§ ABOUT THIS TASK:
Considering the entries that follow, report how many lines include the string "Бувальцева", giving the number alone.

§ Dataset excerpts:

------------

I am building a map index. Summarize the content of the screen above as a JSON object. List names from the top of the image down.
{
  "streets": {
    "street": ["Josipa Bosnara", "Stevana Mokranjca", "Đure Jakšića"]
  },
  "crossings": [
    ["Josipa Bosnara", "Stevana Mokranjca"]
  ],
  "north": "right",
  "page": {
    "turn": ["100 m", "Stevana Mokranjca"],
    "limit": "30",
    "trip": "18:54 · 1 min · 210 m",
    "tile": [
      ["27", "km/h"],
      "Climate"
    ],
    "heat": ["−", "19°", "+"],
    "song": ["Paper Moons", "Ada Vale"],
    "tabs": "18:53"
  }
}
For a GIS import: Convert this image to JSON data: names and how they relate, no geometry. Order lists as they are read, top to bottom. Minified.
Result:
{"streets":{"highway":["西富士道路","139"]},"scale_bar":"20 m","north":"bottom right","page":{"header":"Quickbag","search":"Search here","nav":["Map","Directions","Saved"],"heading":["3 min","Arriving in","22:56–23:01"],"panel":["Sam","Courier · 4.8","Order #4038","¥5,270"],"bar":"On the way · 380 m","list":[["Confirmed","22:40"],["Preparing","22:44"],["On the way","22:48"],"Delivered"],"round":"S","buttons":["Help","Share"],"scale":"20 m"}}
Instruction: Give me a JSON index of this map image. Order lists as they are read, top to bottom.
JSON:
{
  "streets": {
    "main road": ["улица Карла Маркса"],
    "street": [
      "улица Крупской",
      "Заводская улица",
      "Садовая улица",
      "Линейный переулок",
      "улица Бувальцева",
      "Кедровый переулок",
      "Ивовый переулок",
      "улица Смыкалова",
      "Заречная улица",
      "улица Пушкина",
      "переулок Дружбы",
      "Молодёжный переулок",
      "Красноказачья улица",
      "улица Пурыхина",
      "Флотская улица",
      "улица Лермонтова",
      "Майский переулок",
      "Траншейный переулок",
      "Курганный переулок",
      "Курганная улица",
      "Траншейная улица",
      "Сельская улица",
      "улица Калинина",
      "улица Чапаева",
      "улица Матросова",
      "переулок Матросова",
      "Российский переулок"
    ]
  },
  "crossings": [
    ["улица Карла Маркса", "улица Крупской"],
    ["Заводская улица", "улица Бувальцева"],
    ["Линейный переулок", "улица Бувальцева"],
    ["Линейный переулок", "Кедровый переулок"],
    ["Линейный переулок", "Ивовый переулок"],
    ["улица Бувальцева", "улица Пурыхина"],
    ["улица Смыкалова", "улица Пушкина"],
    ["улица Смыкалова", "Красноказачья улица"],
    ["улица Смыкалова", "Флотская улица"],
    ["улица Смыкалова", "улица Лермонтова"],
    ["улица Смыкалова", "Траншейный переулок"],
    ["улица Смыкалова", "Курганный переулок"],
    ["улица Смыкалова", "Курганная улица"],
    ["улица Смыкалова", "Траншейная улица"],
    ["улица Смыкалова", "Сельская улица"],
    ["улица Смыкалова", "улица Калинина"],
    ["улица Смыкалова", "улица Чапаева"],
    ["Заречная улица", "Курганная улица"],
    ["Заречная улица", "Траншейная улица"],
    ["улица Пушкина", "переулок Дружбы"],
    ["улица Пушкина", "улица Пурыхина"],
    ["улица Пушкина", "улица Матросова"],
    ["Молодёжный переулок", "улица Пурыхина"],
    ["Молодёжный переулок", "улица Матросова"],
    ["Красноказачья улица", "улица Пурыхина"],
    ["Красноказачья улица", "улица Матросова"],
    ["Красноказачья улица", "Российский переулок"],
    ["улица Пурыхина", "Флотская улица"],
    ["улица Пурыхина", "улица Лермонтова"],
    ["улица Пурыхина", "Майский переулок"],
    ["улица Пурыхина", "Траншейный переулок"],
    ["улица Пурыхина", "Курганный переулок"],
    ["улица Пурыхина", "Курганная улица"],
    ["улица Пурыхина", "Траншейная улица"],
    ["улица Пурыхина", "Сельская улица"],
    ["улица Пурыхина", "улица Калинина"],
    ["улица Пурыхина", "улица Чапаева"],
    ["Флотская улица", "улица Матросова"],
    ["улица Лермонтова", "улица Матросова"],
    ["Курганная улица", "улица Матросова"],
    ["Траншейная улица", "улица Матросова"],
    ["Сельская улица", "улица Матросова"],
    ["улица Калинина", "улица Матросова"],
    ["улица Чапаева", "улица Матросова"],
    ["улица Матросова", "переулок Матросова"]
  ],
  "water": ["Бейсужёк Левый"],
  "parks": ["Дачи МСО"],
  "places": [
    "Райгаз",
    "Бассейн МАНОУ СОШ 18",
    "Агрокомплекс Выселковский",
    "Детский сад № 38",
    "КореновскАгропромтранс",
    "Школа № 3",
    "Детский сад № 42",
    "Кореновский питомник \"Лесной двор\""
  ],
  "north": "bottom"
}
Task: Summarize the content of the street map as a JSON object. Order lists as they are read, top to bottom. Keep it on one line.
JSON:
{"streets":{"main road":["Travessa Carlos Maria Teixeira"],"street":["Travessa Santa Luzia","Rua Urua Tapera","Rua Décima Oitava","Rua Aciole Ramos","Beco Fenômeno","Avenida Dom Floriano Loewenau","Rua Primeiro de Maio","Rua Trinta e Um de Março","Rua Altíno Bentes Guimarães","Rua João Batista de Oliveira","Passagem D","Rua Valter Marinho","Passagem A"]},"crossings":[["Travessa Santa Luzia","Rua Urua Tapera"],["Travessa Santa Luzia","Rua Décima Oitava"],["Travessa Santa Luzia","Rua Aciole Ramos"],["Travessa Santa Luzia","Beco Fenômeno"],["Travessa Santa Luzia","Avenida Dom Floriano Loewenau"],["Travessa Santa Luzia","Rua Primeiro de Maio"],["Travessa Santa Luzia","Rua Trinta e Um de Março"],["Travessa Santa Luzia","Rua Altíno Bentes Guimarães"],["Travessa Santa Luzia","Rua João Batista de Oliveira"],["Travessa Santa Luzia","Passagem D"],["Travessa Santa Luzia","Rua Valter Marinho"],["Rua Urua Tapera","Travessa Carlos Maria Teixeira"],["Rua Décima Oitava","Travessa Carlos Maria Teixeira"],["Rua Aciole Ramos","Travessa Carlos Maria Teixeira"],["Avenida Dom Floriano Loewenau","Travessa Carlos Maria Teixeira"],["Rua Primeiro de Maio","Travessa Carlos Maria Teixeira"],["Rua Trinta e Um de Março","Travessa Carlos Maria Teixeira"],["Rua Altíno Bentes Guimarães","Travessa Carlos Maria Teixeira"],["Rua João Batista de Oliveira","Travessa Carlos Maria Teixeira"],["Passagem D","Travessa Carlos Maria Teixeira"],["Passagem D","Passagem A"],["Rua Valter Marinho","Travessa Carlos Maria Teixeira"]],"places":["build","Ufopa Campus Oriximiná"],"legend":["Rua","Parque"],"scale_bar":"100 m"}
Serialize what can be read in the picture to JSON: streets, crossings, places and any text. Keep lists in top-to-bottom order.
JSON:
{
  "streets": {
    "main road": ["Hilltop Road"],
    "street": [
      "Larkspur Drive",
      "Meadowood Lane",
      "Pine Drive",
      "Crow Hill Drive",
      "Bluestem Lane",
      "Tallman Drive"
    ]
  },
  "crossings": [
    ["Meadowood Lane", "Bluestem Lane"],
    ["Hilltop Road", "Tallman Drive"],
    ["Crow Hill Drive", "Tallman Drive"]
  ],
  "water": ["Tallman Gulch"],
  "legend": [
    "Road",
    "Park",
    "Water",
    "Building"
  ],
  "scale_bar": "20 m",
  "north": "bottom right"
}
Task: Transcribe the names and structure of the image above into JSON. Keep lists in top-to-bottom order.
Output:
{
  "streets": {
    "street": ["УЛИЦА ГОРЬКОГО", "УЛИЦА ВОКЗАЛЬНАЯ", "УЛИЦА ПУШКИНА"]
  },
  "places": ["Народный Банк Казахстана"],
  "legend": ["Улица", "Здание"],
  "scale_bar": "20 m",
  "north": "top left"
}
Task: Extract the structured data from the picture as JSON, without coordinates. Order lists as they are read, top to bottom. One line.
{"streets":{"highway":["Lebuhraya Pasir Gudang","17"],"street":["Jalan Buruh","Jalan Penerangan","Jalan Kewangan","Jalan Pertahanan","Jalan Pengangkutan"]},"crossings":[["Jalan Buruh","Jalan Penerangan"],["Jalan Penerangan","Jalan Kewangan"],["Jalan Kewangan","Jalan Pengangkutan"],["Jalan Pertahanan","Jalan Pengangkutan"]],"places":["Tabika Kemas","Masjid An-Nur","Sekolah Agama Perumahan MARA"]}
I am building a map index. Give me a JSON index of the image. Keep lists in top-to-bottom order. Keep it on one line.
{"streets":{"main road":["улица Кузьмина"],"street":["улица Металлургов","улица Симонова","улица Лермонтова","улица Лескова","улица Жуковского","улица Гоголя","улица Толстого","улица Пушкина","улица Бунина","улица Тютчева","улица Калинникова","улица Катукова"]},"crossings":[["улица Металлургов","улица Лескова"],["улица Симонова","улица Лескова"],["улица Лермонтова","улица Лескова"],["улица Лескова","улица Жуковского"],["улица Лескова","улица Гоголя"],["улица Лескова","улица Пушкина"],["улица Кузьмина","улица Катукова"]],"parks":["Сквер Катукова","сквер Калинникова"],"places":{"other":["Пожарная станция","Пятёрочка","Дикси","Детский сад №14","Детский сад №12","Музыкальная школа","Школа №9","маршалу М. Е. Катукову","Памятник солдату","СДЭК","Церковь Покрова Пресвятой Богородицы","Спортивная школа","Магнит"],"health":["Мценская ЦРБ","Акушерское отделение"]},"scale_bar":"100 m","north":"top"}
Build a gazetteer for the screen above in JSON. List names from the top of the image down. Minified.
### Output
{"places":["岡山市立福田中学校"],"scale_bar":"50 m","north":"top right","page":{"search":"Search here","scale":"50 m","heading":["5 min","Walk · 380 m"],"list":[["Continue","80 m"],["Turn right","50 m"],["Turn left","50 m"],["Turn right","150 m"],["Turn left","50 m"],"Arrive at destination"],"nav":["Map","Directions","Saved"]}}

------------

§ ANSWER SPACE:
4